**Exercise aim**.
Determine how many of the lines below include "grid", then respond with that number and no other text.

**Stored data**.
========================================

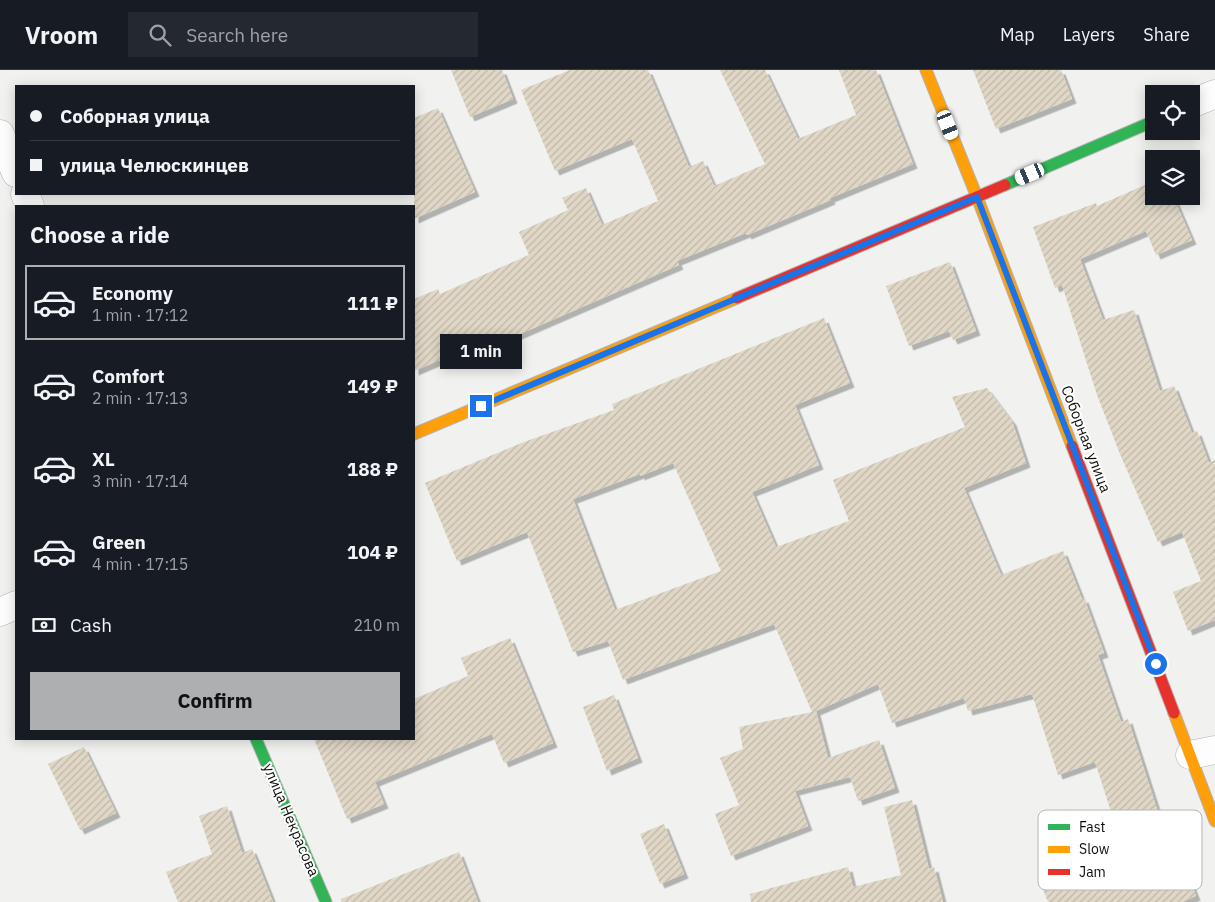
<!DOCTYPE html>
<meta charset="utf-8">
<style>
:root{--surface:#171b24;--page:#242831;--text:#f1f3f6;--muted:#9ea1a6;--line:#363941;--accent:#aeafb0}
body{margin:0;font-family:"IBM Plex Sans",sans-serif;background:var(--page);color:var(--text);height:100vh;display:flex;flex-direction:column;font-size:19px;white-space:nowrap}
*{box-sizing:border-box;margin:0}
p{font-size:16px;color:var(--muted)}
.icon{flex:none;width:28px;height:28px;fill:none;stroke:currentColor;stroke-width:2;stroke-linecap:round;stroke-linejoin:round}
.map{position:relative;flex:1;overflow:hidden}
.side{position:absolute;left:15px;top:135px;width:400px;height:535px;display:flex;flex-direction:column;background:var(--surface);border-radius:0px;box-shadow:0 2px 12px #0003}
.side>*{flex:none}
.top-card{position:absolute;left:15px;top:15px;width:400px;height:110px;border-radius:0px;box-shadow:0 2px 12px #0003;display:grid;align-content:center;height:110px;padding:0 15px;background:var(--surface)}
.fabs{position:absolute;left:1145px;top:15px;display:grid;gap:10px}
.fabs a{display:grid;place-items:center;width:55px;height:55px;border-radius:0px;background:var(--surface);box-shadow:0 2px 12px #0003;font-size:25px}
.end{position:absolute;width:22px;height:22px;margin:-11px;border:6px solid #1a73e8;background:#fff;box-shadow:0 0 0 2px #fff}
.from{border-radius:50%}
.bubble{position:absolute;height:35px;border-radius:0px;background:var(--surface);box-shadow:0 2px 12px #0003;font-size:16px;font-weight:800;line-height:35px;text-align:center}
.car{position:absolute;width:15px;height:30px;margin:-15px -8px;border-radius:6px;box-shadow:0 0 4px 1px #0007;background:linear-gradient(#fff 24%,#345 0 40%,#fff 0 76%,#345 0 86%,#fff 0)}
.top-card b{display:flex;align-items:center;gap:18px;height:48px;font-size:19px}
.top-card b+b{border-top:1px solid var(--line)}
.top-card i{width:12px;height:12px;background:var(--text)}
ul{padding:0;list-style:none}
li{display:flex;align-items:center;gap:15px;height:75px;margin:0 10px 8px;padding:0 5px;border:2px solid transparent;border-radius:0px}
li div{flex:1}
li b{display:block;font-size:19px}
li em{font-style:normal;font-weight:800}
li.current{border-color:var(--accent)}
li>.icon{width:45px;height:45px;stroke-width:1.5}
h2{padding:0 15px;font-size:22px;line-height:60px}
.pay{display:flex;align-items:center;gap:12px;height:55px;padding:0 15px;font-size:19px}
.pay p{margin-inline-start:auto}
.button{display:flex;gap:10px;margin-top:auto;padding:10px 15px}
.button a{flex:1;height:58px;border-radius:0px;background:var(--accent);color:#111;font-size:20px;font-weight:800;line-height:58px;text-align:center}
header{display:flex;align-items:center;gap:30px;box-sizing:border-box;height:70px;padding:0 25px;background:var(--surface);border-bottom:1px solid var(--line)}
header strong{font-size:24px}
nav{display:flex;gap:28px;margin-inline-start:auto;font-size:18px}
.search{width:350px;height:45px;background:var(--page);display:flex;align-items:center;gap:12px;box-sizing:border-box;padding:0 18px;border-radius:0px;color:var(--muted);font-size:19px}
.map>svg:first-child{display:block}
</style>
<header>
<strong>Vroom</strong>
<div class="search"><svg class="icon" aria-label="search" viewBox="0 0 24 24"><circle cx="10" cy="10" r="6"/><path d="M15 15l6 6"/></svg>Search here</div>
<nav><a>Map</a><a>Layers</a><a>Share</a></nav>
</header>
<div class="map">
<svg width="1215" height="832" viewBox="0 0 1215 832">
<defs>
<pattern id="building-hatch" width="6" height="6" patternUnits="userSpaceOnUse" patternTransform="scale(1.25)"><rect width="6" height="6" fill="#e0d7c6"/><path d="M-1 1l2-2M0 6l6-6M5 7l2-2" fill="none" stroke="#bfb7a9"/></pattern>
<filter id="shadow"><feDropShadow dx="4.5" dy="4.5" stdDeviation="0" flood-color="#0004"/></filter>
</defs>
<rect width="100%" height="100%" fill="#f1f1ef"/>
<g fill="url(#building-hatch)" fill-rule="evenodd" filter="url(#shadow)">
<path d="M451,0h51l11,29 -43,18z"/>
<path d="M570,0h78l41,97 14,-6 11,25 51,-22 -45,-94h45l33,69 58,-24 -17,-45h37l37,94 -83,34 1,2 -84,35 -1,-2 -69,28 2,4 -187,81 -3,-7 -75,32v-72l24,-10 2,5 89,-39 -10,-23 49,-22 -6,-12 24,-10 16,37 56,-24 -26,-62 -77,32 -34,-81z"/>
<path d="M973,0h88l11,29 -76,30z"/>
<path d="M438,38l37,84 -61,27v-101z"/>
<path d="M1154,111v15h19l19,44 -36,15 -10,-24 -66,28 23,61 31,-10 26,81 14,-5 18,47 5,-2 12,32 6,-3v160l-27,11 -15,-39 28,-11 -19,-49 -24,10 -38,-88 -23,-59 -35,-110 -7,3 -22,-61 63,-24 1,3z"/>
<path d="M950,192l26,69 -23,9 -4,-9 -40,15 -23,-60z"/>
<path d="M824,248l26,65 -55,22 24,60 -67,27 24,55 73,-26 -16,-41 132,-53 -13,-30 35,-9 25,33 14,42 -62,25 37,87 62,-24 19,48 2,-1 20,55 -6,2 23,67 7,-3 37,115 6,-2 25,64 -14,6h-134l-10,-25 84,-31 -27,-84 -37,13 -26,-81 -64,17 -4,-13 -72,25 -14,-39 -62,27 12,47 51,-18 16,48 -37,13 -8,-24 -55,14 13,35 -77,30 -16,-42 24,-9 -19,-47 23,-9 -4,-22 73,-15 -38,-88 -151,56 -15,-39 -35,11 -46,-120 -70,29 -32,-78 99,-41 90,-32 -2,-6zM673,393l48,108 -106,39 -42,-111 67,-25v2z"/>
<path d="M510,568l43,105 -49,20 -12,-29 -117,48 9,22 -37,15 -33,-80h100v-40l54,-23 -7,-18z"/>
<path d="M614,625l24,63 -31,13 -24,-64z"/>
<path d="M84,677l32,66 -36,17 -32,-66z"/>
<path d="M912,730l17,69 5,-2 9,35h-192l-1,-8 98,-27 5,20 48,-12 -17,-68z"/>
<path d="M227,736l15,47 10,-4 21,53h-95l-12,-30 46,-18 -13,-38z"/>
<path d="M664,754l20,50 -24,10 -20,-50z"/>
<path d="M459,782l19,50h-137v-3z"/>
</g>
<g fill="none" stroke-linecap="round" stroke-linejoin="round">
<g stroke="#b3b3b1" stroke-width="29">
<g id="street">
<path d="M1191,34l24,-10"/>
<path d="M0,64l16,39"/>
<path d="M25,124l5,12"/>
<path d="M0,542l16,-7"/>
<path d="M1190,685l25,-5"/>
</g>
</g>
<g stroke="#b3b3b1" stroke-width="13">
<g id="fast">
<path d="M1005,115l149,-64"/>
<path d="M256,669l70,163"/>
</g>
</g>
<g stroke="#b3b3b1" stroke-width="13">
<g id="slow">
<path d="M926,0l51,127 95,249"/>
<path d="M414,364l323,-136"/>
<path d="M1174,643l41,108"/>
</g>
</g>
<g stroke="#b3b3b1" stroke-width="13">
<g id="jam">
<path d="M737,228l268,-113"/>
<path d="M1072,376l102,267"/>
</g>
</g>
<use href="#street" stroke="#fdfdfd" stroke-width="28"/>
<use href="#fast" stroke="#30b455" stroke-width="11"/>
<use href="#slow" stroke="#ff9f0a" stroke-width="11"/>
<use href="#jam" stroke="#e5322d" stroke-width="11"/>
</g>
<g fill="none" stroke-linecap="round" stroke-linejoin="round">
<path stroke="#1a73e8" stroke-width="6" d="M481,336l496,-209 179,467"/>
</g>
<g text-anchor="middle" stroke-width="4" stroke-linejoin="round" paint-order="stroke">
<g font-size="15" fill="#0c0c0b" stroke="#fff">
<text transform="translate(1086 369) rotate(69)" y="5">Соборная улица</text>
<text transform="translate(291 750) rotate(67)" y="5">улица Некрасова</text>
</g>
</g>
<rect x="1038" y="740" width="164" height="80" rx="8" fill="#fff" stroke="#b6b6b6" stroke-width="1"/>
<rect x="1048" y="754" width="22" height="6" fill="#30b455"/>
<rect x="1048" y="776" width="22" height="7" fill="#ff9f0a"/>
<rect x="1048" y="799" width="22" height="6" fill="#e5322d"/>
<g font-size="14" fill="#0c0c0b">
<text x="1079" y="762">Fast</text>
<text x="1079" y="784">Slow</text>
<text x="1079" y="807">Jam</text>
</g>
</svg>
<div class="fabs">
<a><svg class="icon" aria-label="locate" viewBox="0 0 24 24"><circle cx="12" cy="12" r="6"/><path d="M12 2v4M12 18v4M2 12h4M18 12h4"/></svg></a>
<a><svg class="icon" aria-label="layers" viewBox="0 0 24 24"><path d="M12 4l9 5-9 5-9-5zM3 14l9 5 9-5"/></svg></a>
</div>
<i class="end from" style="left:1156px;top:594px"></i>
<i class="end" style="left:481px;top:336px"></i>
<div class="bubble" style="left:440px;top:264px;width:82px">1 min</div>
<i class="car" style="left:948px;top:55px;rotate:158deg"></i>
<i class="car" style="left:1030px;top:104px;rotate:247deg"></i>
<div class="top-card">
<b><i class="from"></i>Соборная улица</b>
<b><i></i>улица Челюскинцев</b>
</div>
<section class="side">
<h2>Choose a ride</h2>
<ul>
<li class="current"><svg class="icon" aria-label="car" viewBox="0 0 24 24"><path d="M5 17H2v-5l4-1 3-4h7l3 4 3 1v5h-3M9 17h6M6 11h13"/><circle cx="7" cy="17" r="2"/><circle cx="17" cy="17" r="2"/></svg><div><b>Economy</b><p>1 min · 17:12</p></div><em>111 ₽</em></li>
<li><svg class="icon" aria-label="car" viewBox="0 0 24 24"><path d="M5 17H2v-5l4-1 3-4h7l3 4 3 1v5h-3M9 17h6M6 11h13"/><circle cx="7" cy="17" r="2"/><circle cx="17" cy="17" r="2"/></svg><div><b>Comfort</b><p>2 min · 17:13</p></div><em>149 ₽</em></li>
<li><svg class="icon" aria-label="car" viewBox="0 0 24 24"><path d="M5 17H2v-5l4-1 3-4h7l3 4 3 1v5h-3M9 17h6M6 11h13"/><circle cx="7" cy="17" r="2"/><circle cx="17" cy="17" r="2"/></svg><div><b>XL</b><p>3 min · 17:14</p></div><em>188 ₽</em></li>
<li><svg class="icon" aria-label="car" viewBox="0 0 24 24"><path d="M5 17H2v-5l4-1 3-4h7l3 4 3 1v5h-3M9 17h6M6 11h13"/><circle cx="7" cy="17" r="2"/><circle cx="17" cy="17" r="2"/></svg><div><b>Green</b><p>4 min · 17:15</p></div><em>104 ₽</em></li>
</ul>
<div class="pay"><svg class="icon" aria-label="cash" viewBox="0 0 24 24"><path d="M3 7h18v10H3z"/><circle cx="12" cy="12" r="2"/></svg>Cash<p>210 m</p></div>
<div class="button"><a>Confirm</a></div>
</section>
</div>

========================================

**Result of this exercise**.
3